◆ Work instruction ◆
Every entry here should be copied exactly.

◆ Data for this task ◆

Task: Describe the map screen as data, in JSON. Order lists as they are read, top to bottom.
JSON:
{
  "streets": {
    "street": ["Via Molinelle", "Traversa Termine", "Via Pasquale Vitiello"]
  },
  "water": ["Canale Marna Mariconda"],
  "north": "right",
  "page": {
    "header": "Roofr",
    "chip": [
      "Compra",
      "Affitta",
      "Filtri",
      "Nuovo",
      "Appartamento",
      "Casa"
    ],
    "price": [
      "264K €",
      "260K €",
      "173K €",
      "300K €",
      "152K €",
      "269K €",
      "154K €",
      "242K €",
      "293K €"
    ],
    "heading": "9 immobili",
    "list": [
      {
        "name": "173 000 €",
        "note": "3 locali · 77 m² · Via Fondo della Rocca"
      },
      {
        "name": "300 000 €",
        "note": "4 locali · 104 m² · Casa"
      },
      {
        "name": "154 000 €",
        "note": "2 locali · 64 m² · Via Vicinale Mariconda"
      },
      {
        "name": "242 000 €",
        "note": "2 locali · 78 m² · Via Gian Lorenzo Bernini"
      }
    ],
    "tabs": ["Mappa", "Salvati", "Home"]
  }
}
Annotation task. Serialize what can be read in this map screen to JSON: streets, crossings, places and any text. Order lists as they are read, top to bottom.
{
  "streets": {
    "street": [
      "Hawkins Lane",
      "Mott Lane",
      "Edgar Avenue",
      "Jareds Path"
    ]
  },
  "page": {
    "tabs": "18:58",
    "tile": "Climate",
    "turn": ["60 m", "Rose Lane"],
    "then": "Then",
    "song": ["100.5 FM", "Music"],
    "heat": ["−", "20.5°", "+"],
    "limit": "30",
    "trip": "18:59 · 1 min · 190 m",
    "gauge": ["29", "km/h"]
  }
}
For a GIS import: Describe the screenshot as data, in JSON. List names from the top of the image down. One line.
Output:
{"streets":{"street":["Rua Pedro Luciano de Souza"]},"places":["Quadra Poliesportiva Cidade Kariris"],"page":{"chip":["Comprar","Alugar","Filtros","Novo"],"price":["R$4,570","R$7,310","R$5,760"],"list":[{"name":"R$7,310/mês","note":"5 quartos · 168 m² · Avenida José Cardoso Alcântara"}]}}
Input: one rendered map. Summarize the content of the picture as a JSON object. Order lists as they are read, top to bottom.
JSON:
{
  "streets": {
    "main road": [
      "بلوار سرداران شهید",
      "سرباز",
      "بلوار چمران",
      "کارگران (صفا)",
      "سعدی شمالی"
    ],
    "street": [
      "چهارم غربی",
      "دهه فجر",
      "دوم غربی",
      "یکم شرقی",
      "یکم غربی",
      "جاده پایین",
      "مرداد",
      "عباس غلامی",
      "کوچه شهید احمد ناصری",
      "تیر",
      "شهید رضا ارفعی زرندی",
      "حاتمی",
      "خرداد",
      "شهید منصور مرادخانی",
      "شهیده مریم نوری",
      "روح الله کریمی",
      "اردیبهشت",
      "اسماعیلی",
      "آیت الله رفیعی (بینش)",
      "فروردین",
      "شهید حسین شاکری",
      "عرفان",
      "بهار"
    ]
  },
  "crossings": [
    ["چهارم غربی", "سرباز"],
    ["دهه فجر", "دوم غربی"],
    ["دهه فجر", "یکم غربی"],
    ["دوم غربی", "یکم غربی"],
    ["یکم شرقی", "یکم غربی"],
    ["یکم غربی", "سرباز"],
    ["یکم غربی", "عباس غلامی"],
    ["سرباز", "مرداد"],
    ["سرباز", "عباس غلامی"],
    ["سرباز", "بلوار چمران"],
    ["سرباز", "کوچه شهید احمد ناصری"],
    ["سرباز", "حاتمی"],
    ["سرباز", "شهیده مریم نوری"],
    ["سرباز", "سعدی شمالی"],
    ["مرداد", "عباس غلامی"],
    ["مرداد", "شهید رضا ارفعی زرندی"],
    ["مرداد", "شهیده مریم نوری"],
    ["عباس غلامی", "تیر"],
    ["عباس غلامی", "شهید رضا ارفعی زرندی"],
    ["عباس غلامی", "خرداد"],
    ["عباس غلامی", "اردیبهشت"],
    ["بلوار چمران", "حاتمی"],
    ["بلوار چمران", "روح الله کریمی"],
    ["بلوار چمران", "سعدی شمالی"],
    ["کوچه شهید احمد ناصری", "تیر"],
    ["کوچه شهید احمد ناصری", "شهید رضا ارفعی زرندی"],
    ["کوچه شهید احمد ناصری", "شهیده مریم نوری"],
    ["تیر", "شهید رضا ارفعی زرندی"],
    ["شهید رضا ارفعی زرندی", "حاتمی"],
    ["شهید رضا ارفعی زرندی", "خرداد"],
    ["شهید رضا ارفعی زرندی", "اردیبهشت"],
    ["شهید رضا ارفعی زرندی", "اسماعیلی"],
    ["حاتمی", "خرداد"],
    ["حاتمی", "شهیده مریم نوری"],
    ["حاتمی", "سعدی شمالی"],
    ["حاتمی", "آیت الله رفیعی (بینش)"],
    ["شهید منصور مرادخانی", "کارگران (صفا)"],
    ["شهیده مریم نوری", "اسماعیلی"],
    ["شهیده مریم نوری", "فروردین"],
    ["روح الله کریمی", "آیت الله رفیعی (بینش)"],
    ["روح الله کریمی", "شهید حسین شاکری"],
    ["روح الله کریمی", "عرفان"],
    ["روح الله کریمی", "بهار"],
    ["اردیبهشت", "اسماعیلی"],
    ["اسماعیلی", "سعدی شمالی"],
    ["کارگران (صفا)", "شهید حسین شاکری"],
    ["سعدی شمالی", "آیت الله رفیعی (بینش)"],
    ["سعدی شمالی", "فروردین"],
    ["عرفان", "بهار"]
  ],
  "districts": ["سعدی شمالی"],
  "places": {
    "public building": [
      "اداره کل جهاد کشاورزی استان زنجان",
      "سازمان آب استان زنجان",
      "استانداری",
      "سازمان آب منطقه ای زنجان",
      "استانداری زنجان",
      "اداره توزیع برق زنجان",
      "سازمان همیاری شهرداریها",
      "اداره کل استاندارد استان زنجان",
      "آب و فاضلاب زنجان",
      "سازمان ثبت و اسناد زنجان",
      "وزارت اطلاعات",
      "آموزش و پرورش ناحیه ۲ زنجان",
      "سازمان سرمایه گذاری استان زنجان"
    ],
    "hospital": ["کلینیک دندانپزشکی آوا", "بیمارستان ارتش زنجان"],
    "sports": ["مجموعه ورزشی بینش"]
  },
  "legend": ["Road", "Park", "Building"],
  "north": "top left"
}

◆ Finished exercise ◆
Task: Describe the map screen as data, in JSON. Order lists as they are read, top to bottom.
JSON:
{
  "streets": {
    "street": ["Via Molinelle", "Traversa Termine", "Via Pasquale Vitiello"]
  },
  "water": ["Canale Marna Mariconda"],
  "north": "right",
  "page": {
    "header": "Roofr",
    "chip": [
      "Compra",
      "Affitta",
      "Filtri",
      "Nuovo",
      "Appartamento",
      "Casa"
    ],
    "price": [
      "264K €",
      "260K €",
      "173K €",
      "300K €",
      "152K €",
      "269K €",
      "154K €",
      "242K €",
      "293K €"
    ],
    "heading": "9 immobili",
    "list": [
      {
        "name": "173 000 €",
        "note": "3 locali · 77 m² · Via Fondo della Rocca"
      },
      {
        "name": "300 000 €",
        "note": "4 locali · 104 m² · Casa"
      },
      {
        "name": "154 000 €",
        "note": "2 locali · 64 m² · Via Vicinale Mariconda"
      },
      {
        "name": "242 000 €",
        "note": "2 locali · 78 m² · Via Gian Lorenzo Bernini"
      }
    ],
    "tabs": ["Mappa", "Salvati", "Home"]
  }
}
Annotation task. Serialize what can be read in this map screen to JSON: streets, crossings, places and any text. Order lists as they are read, top to bottom.
{
  "streets": {
    "street": [
      "Hawkins Lane",
      "Mott Lane",
      "Edgar Avenue",
      "Jareds Path"
    ]
  },
  "page": {
    "tabs": "18:58",
    "tile": "Climate",
    "turn": ["60 m", "Rose Lane"],
    "then": "Then",
    "song": ["100.5 FM", "Music"],
    "heat": ["−", "20.5°", "+"],
    "limit": "30",
    "trip": "18:59 · 1 min · 190 m",
    "gauge": ["29", "km/h"]
  }
}
For a GIS import: Describe the screenshot as data, in JSON. List names from the top of the image down. One line.
Output:
{"streets":{"street":["Rua Pedro Luciano de Souza"]},"places":["Quadra Poliesportiva Cidade Kariris"],"page":{"chip":["Comprar","Alugar","Filtros","Novo"],"price":["R$4,570","R$7,310","R$5,760"],"list":[{"name":"R$7,310/mês","note":"5 quartos · 168 m² · Avenida José Cardoso Alcântara"}]}}
Input: one rendered map. Summarize the content of the picture as a JSON object. Order lists as they are read, top to bottom.
JSON:
{
  "streets": {
    "main road": [
      "بلوار سرداران شهید",
      "سرباز",
      "بلوار چمران",
      "کارگران (صفا)",
      "سعدی شمالی"
    ],
    "street": [
      "چهارم غربی",
      "دهه فجر",
      "دوم غربی",
      "یکم شرقی",
      "یکم غربی",
      "جاده پایین",
      "مرداد",
      "عباس غلامی",
      "کوچه شهید احمد ناصری",
      "تیر",
      "شهید رضا ارفعی زرندی",
      "حاتمی",
      "خرداد",
      "شهید منصور مرادخانی",
      "شهیده مریم نوری",
      "روح الله کریمی",
      "اردیبهشت",
      "اسماعیلی",
      "آیت الله رفیعی (بینش)",
      "فروردین",
      "شهید حسین شاکری",
      "عرفان",
      "بهار"
    ]
  },
  "crossings": [
    ["چهارم غربی", "سرباز"],
    ["دهه فجر", "دوم غربی"],
    ["دهه فجر", "یکم غربی"],
    ["دوم غربی", "یکم غربی"],
    ["یکم شرقی", "یکم غربی"],
    ["یکم غربی", "سرباز"],
    ["یکم غربی", "عباس غلامی"],
    ["سرباز", "مرداد"],
    ["سرباز", "عباس غلامی"],
    ["سرباز", "بلوار چمران"],
    ["سرباز", "کوچه شهید احمد ناصری"],
    ["سرباز", "حاتمی"],
    ["سرباز", "شهیده مریم نوری"],
    ["سرباز", "سعدی شمالی"],
    ["مرداد", "عباس غلامی"],
    ["مرداد", "شهید رضا ارفعی زرندی"],
    ["مرداد", "شهیده مریم نوری"],
    ["عباس غلامی", "تیر"],
    ["عباس غلامی", "شهید رضا ارفعی زرندی"],
    ["عباس غلامی", "خرداد"],
    ["عباس غلامی", "اردیبهشت"],
    ["بلوار چمران", "حاتمی"],
    ["بلوار چمران", "روح الله کریمی"],
    ["بلوار چمران", "سعدی شمالی"],
    ["کوچه شهید احمد ناصری", "تیر"],
    ["کوچه شهید احمد ناصری", "شهید رضا ارفعی زرندی"],
    ["کوچه شهید احمد ناصری", "شهیده مریم نوری"],
    ["تیر", "شهید رضا ارفعی زرندی"],
    ["شهید رضا ارفعی زرندی", "حاتمی"],
    ["شهید رضا ارفعی زرندی", "خرداد"],
    ["شهید رضا ارفعی زرندی", "اردیبهشت"],
    ["شهید رضا ارفعی زرندی", "اسماعیلی"],
    ["حاتمی", "خرداد"],
    ["حاتمی", "شهیده مریم نوری"],
    ["حاتمی", "سعدی شمالی"],
    ["حاتمی", "آیت الله رفیعی (بینش)"],
    ["شهید منصور مرادخانی", "کارگران (صفا)"],
    ["شهیده مریم نوری", "اسماعیلی"],
    ["شهیده مریم نوری", "فروردین"],
    ["روح الله کریمی", "آیت الله رفیعی (بینش)"],
    ["روح الله کریمی", "شهید حسین شاکری"],
    ["روح الله کریمی", "عرفان"],
    ["روح الله کریمی", "بهار"],
    ["اردیبهشت", "اسماعیلی"],
    ["اسماعیلی", "سعدی شمالی"],
    ["کارگران (صفا)", "شهید حسین شاکری"],
    ["سعدی شمالی", "آیت الله رفیعی (بینش)"],
    ["سعدی شمالی", "فروردین"],
    ["عرفان", "بهار"]
  ],
  "districts": ["سعدی شمالی"],
  "places": {
    "public building": [
      "اداره کل جهاد کشاورزی استان زنجان",
      "سازمان آب استان زنجان",
      "استانداری",
      "سازمان آب منطقه ای زنجان",
      "استانداری زنجان",
      "اداره توزیع برق زنجان",
      "سازمان همیاری شهرداریها",
      "اداره کل استاندارد استان زنجان",
      "آب و فاضلاب زنجان",
      "سازمان ثبت و اسناد زنجان",
      "وزارت اطلاعات",
      "آموزش و پرورش ناحیه ۲ زنجان",
      "سازمان سرمایه گذاری استان زنجان"
    ],
    "hospital": ["کلینیک دندانپزشکی آوا", "بیمارستان ارتش زنجان"],
    "sports": ["مجموعه ورزشی بینش"]
  },
  "legend": ["Road", "Park", "Building"],
  "north": "top left"
}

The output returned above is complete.